Все богословские речи, все христианские программы о «новом человеке», «новом творении» остаются безо всяких общественных последствий, даже часто способствуют сохранению бесчеловечных общественных отношений, если христиане сегодня убедительно не являют миру этого «нового человека», это «новое творение» в борьбе против несправедливых структур. Кто не страдает ежедневно в той или иной форме от этих часто анонимных и непрозрачных структур, будь то в браке и семье, на работе или учебе, в жилищных или экономических реалиях, на рынке труда, в союзах, партиях, организациях? «При определенных социальных условиях освобожденное и освобождающее поведение практически исключено. Существуют места проживания, которые систематически разрушают связь мать–дитя; существуют формы организации труда, которые дарвинистически определяют отношение сильного к слабому и тем самым убивают такие способности, как готовность помочь, сострадание или благородство, считающиеся бесполезными для производства. Если изменятся условия, то есть жилищные условия станут более человечными, формы организации труда — более кооперативными, то будет создана возможность другой жизни: не более, но и не менее» (Д. Зёлле [Solle]).
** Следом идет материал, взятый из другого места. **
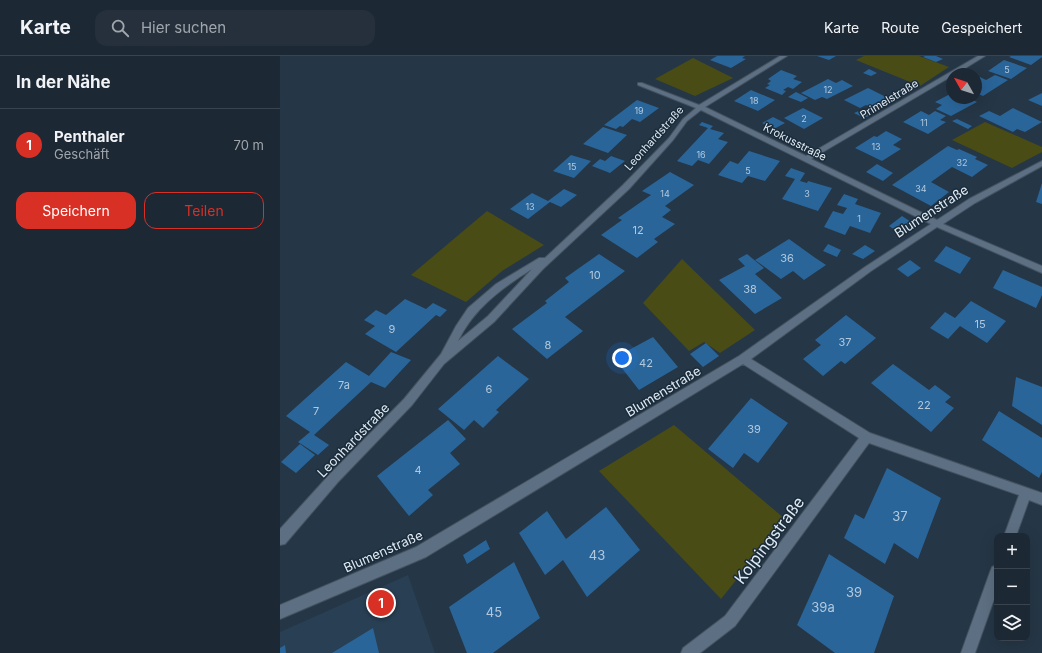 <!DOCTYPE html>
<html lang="de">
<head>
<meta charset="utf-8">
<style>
  body { margin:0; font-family:Inter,sans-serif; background:#25303c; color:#f1f3f6 }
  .controls { position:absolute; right:12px; bottom:12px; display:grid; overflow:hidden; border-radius:8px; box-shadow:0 4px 16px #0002 }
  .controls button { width:36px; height:36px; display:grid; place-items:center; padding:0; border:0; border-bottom:1px solid #3a444f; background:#1c2834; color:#f1f3f6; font:20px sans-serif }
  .compass { position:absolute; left:666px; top:12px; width:36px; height:36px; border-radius:50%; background:#1c2834; box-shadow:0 4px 16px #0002; rotate:309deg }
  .you { position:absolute; left:342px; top:302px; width:14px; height:14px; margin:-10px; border:3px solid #fff; border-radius:50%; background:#1a73e8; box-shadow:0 0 0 6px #1a73e833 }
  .badge { display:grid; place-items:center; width:26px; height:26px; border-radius:50%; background:#d93025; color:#fff; font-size:13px; font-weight:700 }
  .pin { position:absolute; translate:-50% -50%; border:2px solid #fff; box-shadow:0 1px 4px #0006 }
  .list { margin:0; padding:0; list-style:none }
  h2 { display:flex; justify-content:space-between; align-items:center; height:52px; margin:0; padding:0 16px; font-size:17px }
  h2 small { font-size:13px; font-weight:400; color:#a0a6ac }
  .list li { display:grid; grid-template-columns:26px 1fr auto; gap:12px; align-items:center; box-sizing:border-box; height:72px; padding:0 16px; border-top:1px solid #3a444f }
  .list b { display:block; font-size:15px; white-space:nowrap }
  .list p { margin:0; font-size:13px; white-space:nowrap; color:#a0a6ac }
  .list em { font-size:13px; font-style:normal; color:#a0a6ac }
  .actions { display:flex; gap:8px; padding:12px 16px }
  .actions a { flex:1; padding:9px 0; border:1px solid #d93025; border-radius:12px; text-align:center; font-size:14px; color:#d93025 }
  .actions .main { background:#d93025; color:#fff }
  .icon { flex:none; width:22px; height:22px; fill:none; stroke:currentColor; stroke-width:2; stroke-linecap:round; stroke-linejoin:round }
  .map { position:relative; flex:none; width:762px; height:597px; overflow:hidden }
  header { display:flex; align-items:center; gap:24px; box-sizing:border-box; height:56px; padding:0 20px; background:#1c2834; border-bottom:1px solid #3a444f }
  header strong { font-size:19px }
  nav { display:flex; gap:22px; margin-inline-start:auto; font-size:14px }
  .search { width:280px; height:36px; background:#25303c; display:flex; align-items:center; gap:10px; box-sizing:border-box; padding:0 14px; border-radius:12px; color:#a0a6ac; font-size:15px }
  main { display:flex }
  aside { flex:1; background:#1c2834 }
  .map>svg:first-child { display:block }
</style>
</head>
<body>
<header>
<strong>Karte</strong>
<div class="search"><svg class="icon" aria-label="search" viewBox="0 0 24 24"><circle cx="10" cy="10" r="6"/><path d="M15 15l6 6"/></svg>Hier suchen</div>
<nav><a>Karte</a><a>Route</a><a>Gespeichert</a></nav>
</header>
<main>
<aside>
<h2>In der Nähe<small></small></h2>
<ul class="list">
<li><span class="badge">1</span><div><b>Penthaler</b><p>Geschäft</p></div><em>70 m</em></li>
</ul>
<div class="actions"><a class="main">Speichern</a><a>Teilen</a></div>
</aside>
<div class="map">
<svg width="762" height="597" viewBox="0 0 762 597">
  <rect width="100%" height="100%" fill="#253646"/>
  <path fill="#293f54" d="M128,519L155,597H0V576Z"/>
  <path fill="#4a4c16" d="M584,0H639L669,11L640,30L576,4Z
    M413,2L453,22L415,40L375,23Z
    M705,66L762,91V96L732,112L672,84Z
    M207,155L264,189L222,215L186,246L131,219Z
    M402,203L475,274L440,297L424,286L409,295L363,247Z
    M394,369L505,463L441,543L319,415Z"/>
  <path fill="#2a6599" d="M437,0H465L462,2L466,3L451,12L430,4Z
    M537,0H556L549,4Z
    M645,0H656L663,3L656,6L643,1Z
    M731,0H762V1L751,9L729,1Z
    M724,4L747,12L731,23L708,15Z
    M589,13L597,17L591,20L583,17Z
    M501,14L517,20L513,23L522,26L513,33L508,31L503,34L506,35L502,39L485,32L490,29L487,28L491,25L488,23Z
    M715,19L728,24L703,40L696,37V24L700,21L706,24Z
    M548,23L556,27L562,24L573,30L547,43L542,41L535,44L521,37Z
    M588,32L608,42L591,51L586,49L580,52L564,44Z
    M471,34L495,44L478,55L454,45Z
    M516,36L528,42L521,46L508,41Z
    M672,37V42H688L697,46L671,60L656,53L662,49L655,46Z
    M762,37V50L748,44Z
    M357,44L379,52L360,66L352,63L343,71L340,70L336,73L324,69Z
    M523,52L543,62L524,73L504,62Z
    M733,52L762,66L745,76L737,73L733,76L699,60L709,55L720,60Z
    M581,54L591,59L584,62L574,57Z
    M641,55L649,59L655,55L666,60L660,64L666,66L648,78L623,66Z
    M493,61L505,67L494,73L482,67Z
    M677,63L692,70L688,73L672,65Z
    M422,66L433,70L430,73L444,77L438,83L448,86L429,108L418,104L412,110L397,105L428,72L419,69Z
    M323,71L347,79L328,97L303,88Z
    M606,75L622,83L613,89L621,93L602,105L575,92L594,80L597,81Z
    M668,90L677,94L679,93L697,101L695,103L708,109L692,121L672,111L651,126L669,136L651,150L612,129Z
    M469,95L500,105L485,125L468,120L462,127L438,119L450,105L458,108Z
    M291,99L311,105L294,122L273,115Z
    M331,100L345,105L330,117L312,110L320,103L325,105Z
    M597,108L613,117L603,125L586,116Z
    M511,112L525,117L520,125L527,127L528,125L552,132L538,155L502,143L515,123L505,120Z
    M390,116L414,129L385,150L391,154L382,161L395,168L374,183L378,186L357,202L321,179L342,164L338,162L371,139L362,135Z
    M762,127V148L756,146Z
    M284,133L297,139L281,151L270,146L248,163L230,153L252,137L268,145Z
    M564,138L578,143L575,148L601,157L590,177L570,170L565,179L544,171L553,155L563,158L567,152L557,149Z
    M622,160L631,166L618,176L609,170Z
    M509,183L534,201L546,209L524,224L513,215L501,223L475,204Z
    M548,188L561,194L557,201L543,195Z
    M585,189L595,195L583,203L572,198Z
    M666,190L691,202L680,218L654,205Z
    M319,198L345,215L285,261L303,275L267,303L232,273L267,247L265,245L289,226L285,222Z
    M467,198L484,212L475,218L502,242L475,258L439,224L465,210L458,203Z
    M630,204L641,212L628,221L617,213Z
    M723,214L762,231V239L756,252L713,232Z
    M125,243L146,253L153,247L167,254L160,261L156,259L116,296L85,278L95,270L84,264L96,254L106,259Z
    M691,245L726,265L707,287L680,270L668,283L650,272L665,256L675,262Z
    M566,259L596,282L565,308L561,305L543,320L523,303L541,289L535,284Z
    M373,281L398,311L359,334L334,302Z
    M426,287L439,300L423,311L410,298Z
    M111,296L131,304L105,332L91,326L34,379L49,389L38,399L18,386L30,376L6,360L66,306L89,320Z
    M218,300L249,323L216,354L219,356L203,372L194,364L184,374L158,353Z
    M613,308L649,334L655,329L671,341L665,346L674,352L651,376L591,327Z
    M736,321L762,331V369L732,350Z
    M471,342L508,367L478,407L464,397L453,412L428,393Z
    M719,355L762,382V416L759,422L702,384Z
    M168,364L186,383L170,397L180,408L148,434L153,439L129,460L97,420Z
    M20,388L35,399L16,417L1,406Z
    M607,412L661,442L638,503L614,487L605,508L564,482L575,458L584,463Z
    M326,451L360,494L307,541L283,504L265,519L239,477L267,455L286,483Z
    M206,484L210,493L187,508L183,499Z
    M549,498L614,540L594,597H555L517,569Z
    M234,506L260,562L213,597H187L169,551Z
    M93,572L99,597H52Z
    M5,589L6,597H0V592Z"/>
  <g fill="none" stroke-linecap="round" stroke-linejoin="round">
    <defs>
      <path id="street" d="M500,0H507L425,51L526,100L698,0H705L676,18H672V20L531,103L657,164L689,143L762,105V110L695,147L663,168L762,210V217L657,171L591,215L471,303L590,377L762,437V449L749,444L736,480H724L739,439L589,387L455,570L420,597H401L403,592L445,560L579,382L463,308L146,501L0,563V549L136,491L459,300L585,211L651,168L421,54L407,65L393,84L349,133L263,213L214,266L164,308L132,349L58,426L5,488L0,489V473L50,418L124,343L161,298L176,270L188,252L216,228L259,202H265L343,129L389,82L403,63L416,52L358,29V27H362L419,49ZM252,213L208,260L178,285C194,252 222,232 252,213Z
        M717,509V535L695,597H681L710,516L712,511Z"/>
    </defs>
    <use href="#street" stroke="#445260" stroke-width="2"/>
    <use href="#street" fill="#5d6f82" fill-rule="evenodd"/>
  </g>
  <g text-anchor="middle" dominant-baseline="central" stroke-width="3" stroke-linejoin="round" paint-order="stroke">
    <g font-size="9" fill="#b2c9dd">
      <text x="727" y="13">5</text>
      <text x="548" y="33">12</text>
      <text x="474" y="44">18</text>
      <text x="359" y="54">19</text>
      <text x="524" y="62">2</text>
      <text x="644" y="66">11</text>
      <text x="596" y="90">13</text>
      <text x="421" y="98">16</text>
      <text x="682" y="106">32</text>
      <text x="292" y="110">15</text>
      <text x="468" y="114">5</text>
      <text x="641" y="132">34</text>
      <text x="385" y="137">14</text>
      <text x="527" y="137">3</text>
      <text x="250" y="150">13</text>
      <text x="579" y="162">1</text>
    </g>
    <g font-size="11" fill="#dfeaf4" stroke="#1b2c3b">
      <text transform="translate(609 43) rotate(-31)">Primelstraße</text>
      <text transform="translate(374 82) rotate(-48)">Leonhardstraße</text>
      <text transform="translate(515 86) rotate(27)">Krokusstraße</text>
    </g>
    <g font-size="11" fill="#b2c9dd">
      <text x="358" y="174">12</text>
      <text x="507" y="202">36</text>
      <text x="315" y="219">10</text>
      <text x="470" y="233">38</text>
      <text x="700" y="268">15</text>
      <text x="112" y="273">9</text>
      <text x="565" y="286">37</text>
      <text x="268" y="289">8</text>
      <text x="366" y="307">42</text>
      <text x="64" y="329">7a</text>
      <text x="209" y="333">6</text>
      <text x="644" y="349">22</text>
      <text x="36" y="355">7</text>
      <text x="474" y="373">39</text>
      <text x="138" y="414">4</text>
    </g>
    <g font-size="13" fill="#dfeaf4" stroke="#1b2c3b">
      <text transform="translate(651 155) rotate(-33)">Blumenstraße</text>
      <text transform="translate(383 335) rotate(-31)">Blumenstraße</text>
      <text transform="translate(73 384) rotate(-46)">Leonhardstraße</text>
      <text transform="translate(103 495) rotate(-24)">Blumenstraße</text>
    </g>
    <g font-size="13" fill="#b2c9dd">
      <text x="620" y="460">37</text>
      <text x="317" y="499">43</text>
      <text x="574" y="536">39</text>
      <text x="543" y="551">39a</text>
      <text x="214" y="556">45</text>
    </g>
    <g font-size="16" fill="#dfeaf4" stroke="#1b2c3b">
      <text transform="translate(489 484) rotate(-53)">Kolpingstraße</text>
    </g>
  </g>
</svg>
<div class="controls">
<button>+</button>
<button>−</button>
<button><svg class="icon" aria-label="layers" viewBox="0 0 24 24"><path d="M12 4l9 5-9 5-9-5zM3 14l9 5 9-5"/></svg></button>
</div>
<svg class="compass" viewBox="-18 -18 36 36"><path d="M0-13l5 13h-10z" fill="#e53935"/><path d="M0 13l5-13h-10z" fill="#a0a6ac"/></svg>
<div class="you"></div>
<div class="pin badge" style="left:101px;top:547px">1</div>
</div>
</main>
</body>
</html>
Страдание ясно показывает, насколько стационарна история человечества по своей сути. Много ли изменили в ней все неоспоримые технологические эволюции и политико–социальные революции? В истории страдания человечества едва ли заметна серьезная эволюция или революция. Кому тяжелее: египетскому рабу строящему пирамиды Среднего царства во втором тысячелетии до Христа или южно–американскому шахтеру в конце второго тысячелетия после Христа? Чье бедствие больше: в пролетарских поселениях нероновского Рима или в трущобах современного Рима? Что было хуже: массовые депортации целых народов ассирийцами или массовые уничтожения в нашем столетии немцами, русскими, американцами? Огромные современные возможности борьбы со страданием, кажется, довольно точно соответствуют возможностям созидать страдание. Поэтому здесь лишь условно существует «новое под солнцем». Единственное утешение заключается в том, что великие ответы и надежды также сохраняются, и тем самым не только история страдания, но и история надежды человечества, несмотря на все огромные потрясения, проявляет определенную стабильность. Это относится не в последнюю очередь и к вопросу, на который следует дать понятный и приемлемый ответ: что в конечном счете важно в человеческой жизни?
Как справедливо было замечено, основной спорный вопрос в эпоху Реформации, по сути, не интересует сегодня верующих ни в протестантских церквах, ни в Католической церкви (не говоря уже о том, что в этом отношении можно достичь единства). Оправдание верой?! Кто еще спрашивает вместе с Лютером: «Как возникает царство Божье в человеке?» Кто еще спрашивает вместе с Тридентским собором: «Как грешный человек достигает состояния благодати?» Кто помимо богословов, считающих все древние вопросы вечными вопросами, еще спорит об этом? Является ли благодать благоволением
Божьим или внутренним качеством человека? Является ли оправдание внешним судебным решением Бога или внутренним исцелением человека? Оправдание только верой или верой и делами? Разве все эти вопросы не стали устаревшими, более не связанными с жизнью? Ведь даже лютеране более не уверены в своем
На этом современном фоне не следует удивляться, что сегодня во всех церквах говорят не о «христианском оправдании», но об «общественной справедливости». Речь идет не о том, что первое просто отрицается. Однако горячий интерес проявляется только ко второму. У нас, конечно, нет ни малейшего повода подвергать сомнению общественную значимость христианского благовестия и активные усилия для достижения общественного освобождения. Но здесь следует исследовать лишь один аспект, непосредственно ведущий к ответу на действительно существенный вопрос: можно ли просто иметь второе без первого?
Если мы схематически представим старую и новую постановки проблемы, то они выглядят следующим образом.
Раньше спрашивали в великом страхе за мир и свою душу: как мне обрести милостивого Бога?
Сейчас же, в состоянии не меньшего страха перед миром и своим бытием, спрашивают: как моей жизни обрести смысл?
Раньше Бога рассматривали как Бога–судью, который очищает человека от его грехов и объявляет его оправданным.
Сейчас его понимают как Бога–партнера, который призывает человека к свободе и ответственности за мир и историю.
Раньше речь шла об индивидуальном оправдании и о приватном «спаси душу свою!»
Сейчас речь идет о социальном измерении спасения и всесторонней заботе о ближних.
Раньше люди спиритуалистически заботились о потустороннем спасении и мире с Богом.
Сейчас они целостно заботятся об общественных реалиях и реформе или даже революции структур.